Nuestro objetivo es descubrir en qué condiciones o circunstancias se producen perturbaciones del pensamiento del docente lo suficientemente desestabilizadoras como para romper algunas de sus ideas previas sobre educación, esas ideas de conocimiento pedagógico vulgar o conocimiento espontáneo que hemos mencionado con anterioridad y llevarle a cambios de tipo 2.

Parece probado que estas perturbaciones que desembocan en nuevas formas de conocimiento, no se producen porque sí, ni se producen fácilmente en cualquier lugar o circunstancia. A esta alturas del trabajo, lo que podemos afirmar es que si se producen, lo hacen en contextos muy determinados, cuyo conocimiento nos puede permitir muchas ventajas a la hora de conseguir las condiciones adecuadas para promover realmente el cambio educativo.

 

Dos son los contextos que hemos identificado como favorables, a los cuales hemos decidido denominar como:

 

·      Contexto de alto nivel de relación personal, con una ideología favorable al cambio educativo.

·      Contexto de profesionalización creciente y/o de carrera profesional.

 

¿Cómo favorecer estos contextos en nuestro sistema educativo? ¿Interesa favorecer ambos, alguno o ninguno? El contexto de fuertes relaciones personales que hemos mencionado en primer lugar, no supone necesariamente que los profesionales que se encuentran inmersos en él vayan a desarrollar un proceso formativo adecuado, lo que estamos afirmando aquí, es que en estos contextos se pueden dar las condiciones para que este desarrollo formativo ocurra. Evidentemente es necesaria la condición expresada de que el grupo manifieste una tendencia favorable al cambio educativo, per además hacen falta otras condiciones que hemos discutido en otros lugares, como, probablemente, la existencia de un líder, el desencanto previo con su forma de trabajar y, por supuesto, la existencia de alternativas inteligibles y plausibles hacia las que dirigir su trabajo.

 

El segundo contexto, al que hemos denominado como “de profesionalización creciente”, es realmente difícil de encontrar en los centros educativos, e incluso en los centros de formación del profesorado,  somos de los que creen que el profesorado no universitario presenta señales claras de “semiprofesionalización”, entendiendo por tal a aquél que no cumple alguna de las características que Heinz - Elmar (1988) considera como definición de profesión (ocupación, vocación, organización, formación, orientación y autonomía).

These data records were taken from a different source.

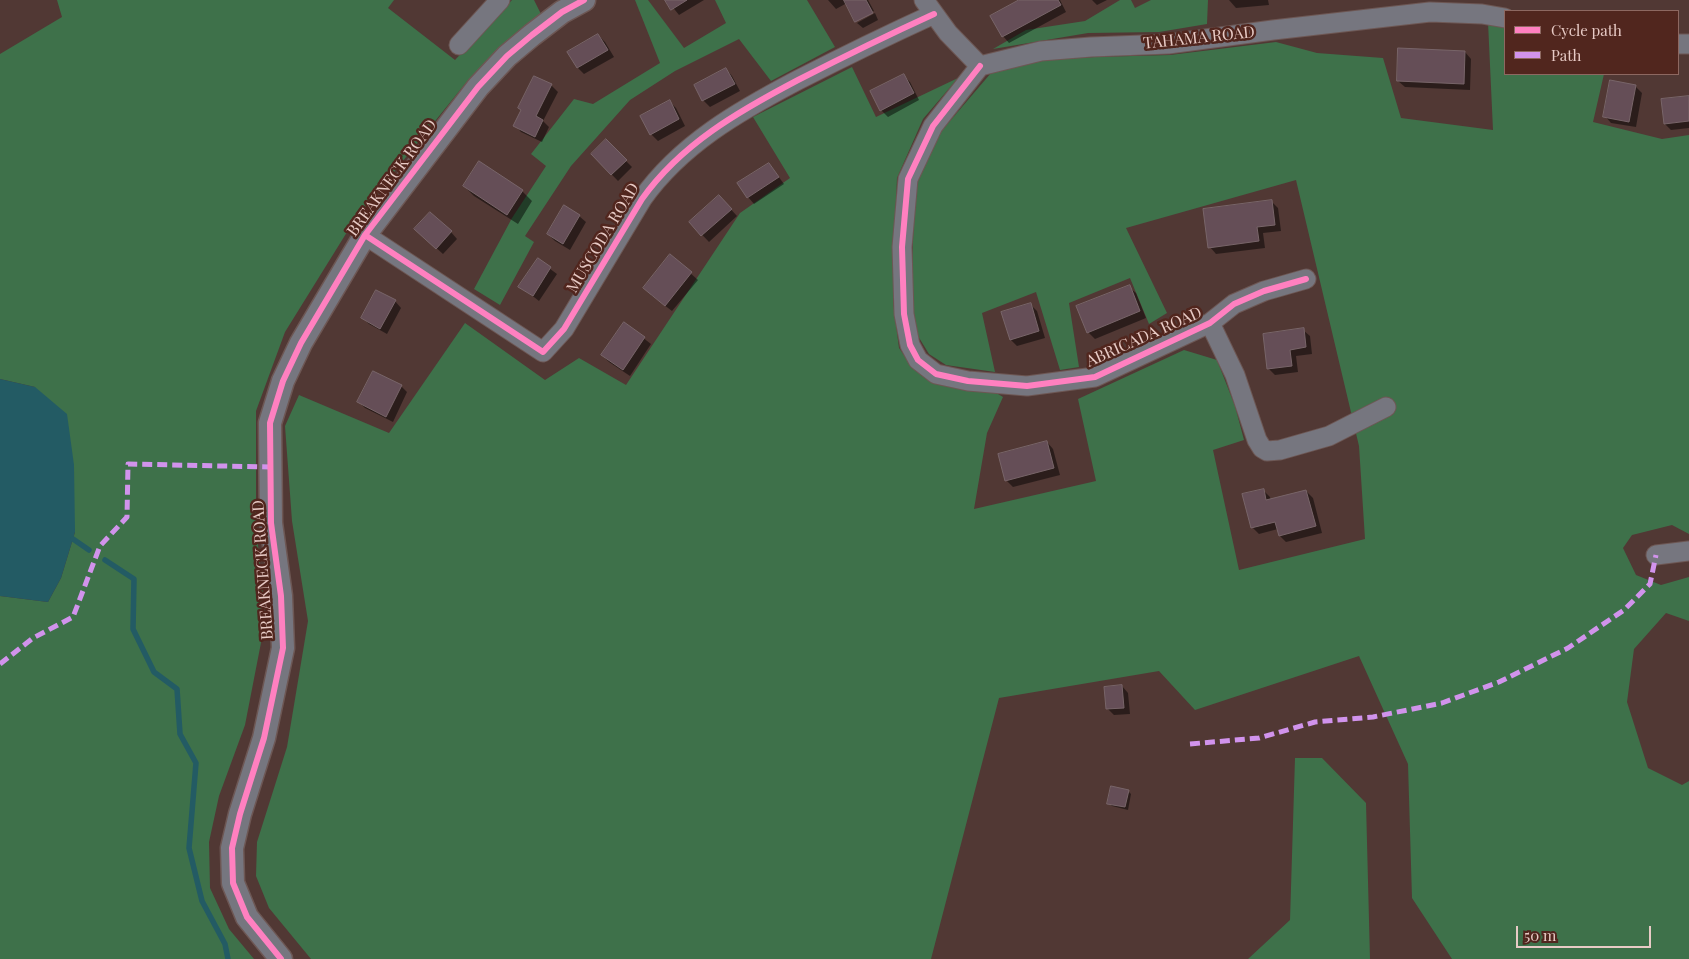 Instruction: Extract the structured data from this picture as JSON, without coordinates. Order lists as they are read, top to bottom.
{
  "streets": {
    "street": [
      "TAHAMA ROAD",
      "BREAKNECK ROAD",
      "MUSCODA ROAD",
      "ABRICADA ROAD"
    ]
  },
  "crossings": [
    ["TAHAMA ROAD", "ABRICADA ROAD"],
    ["BREAKNECK ROAD", "MUSCODA ROAD"]
  ],
  "legend": ["Cycle path", "Path"],
  "scale_bar": "50 m"
} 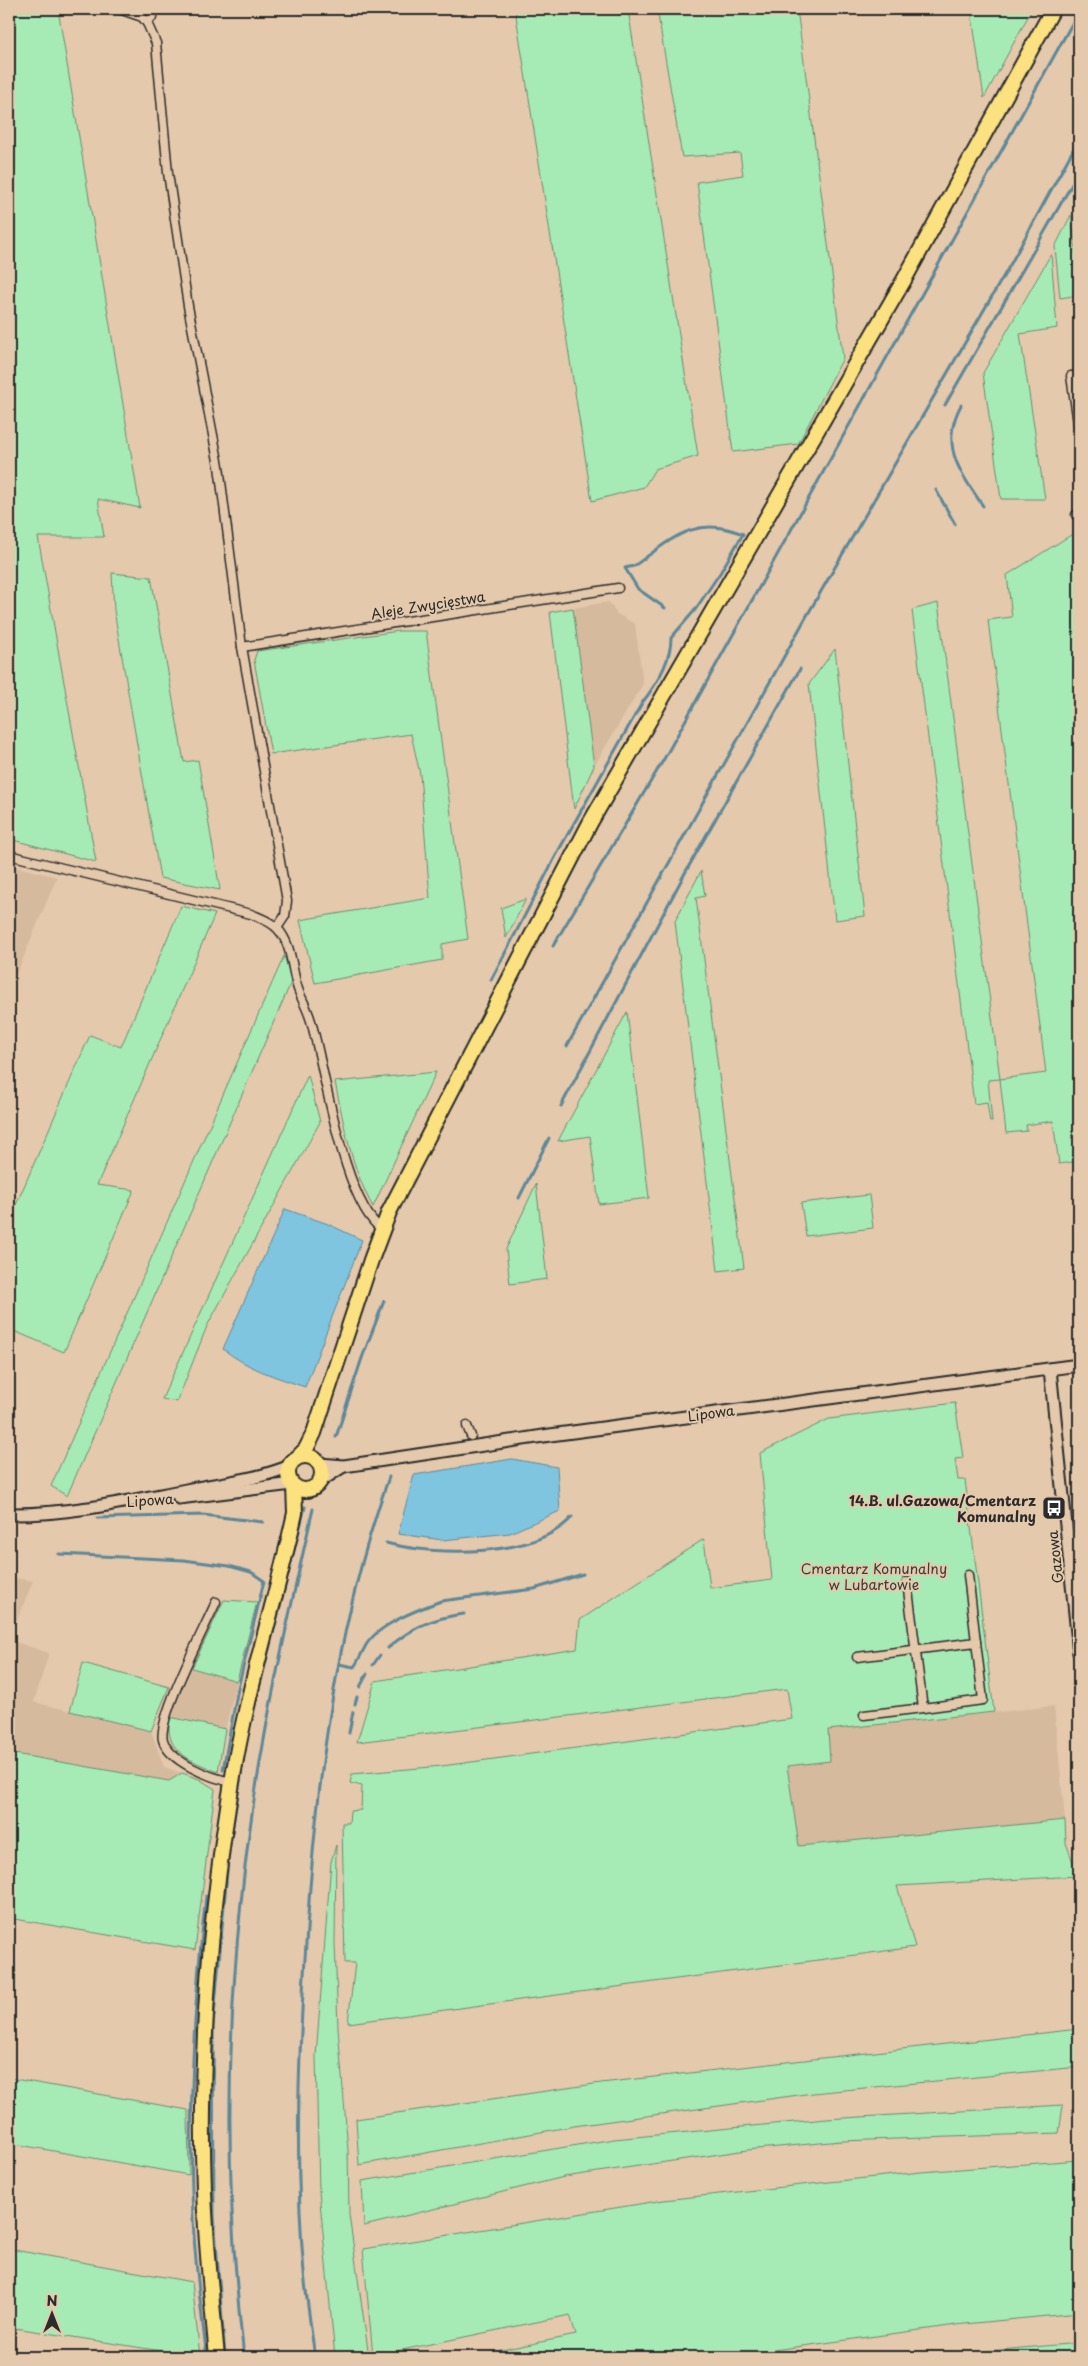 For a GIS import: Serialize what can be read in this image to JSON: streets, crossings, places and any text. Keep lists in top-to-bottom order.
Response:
{
  "streets": {
    "highway": ["Lipowa"],
    "street": ["Aleje Zwycięstwa", "Gazowa"]
  },
  "crossings": [
    ["Lipowa", "Gazowa"]
  ],
  "parks": ["Cmentarz Komunalny w Lubartowie"],
  "places": {
    "bus stop": ["14.B. ul.Gazowa/Cmentarz Komunalny"]
  },
  "north": "top"
}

En concreto, lo consideramos así, sobre todo en lo referente a las características de organización ( ya que no existen prácticamente estructuras profesionales propias) y autonomía (por la que el grupo profesional valora su actividad y establece el control externo).

Incluso no superaría tampoco el análisis de Carr y Kemmis (1988) acerca de “la existencia de un cuerpo de conocimientos propios procedentes de la investigación científica y de la elaboración teórica”.

 

Con lo que no resulta extraño que solamente una persona nos hiciera alguna afirmación relacionada con este tema:

 

-           “No, no es exactamente curiosidad, es saber. Si yo me considero un profesional de la EA, y parece, parece que lo máximo que hay en España es una cosa sobre EA, a mí me parece que como profesional debo de estar en lo máximo, o lo que se consideraba lo máximo..

 

-           te estás planteando entonces una idea de carrera profesional...

 

-           no, no como carrera profesional”.

 

 

 Nuestros datos, y nuestra experiencia, es que este contexto se encuentra claramente fuera de los circuitos “normales“ en los que se desarrolla la actividad docente, y si atendemos a nuestra propia experiencia personal, solamente lo hemos encontrado en congresos, jornadas y reuniones en las que, desgraciadamente, el número de docentes “en activo” no representa más que un exiguo porcentaje de los asistentes. Este reducido número de profesores de “a pie” que asiste a congresos, participa en grupos de trabajo nacionales o internacionales, podría constituir una élite de la que el resto del profesorado podría aprender mucho, puesto que de alguna manera constituye lo que hemos denominado un “colegio invisible”. Pero nuestra experiencia, propia además, nos dice que este es uno de los colectivos más perseguidos por la burocracia y las rencillas de baja estofa del sistema educativo. Uno de los miembros de este “colegio”, me planteaba en una entrevista informal una metáfora que decía que el sistema educativo era como el pelotón de las carreras ciclistas, si nadie destaca todos van a gusto y despacio, ignorándose mutuamente, pero si alguien decide adelantarse, entonces de repente todos se ponen de acuerdo para ir a por él.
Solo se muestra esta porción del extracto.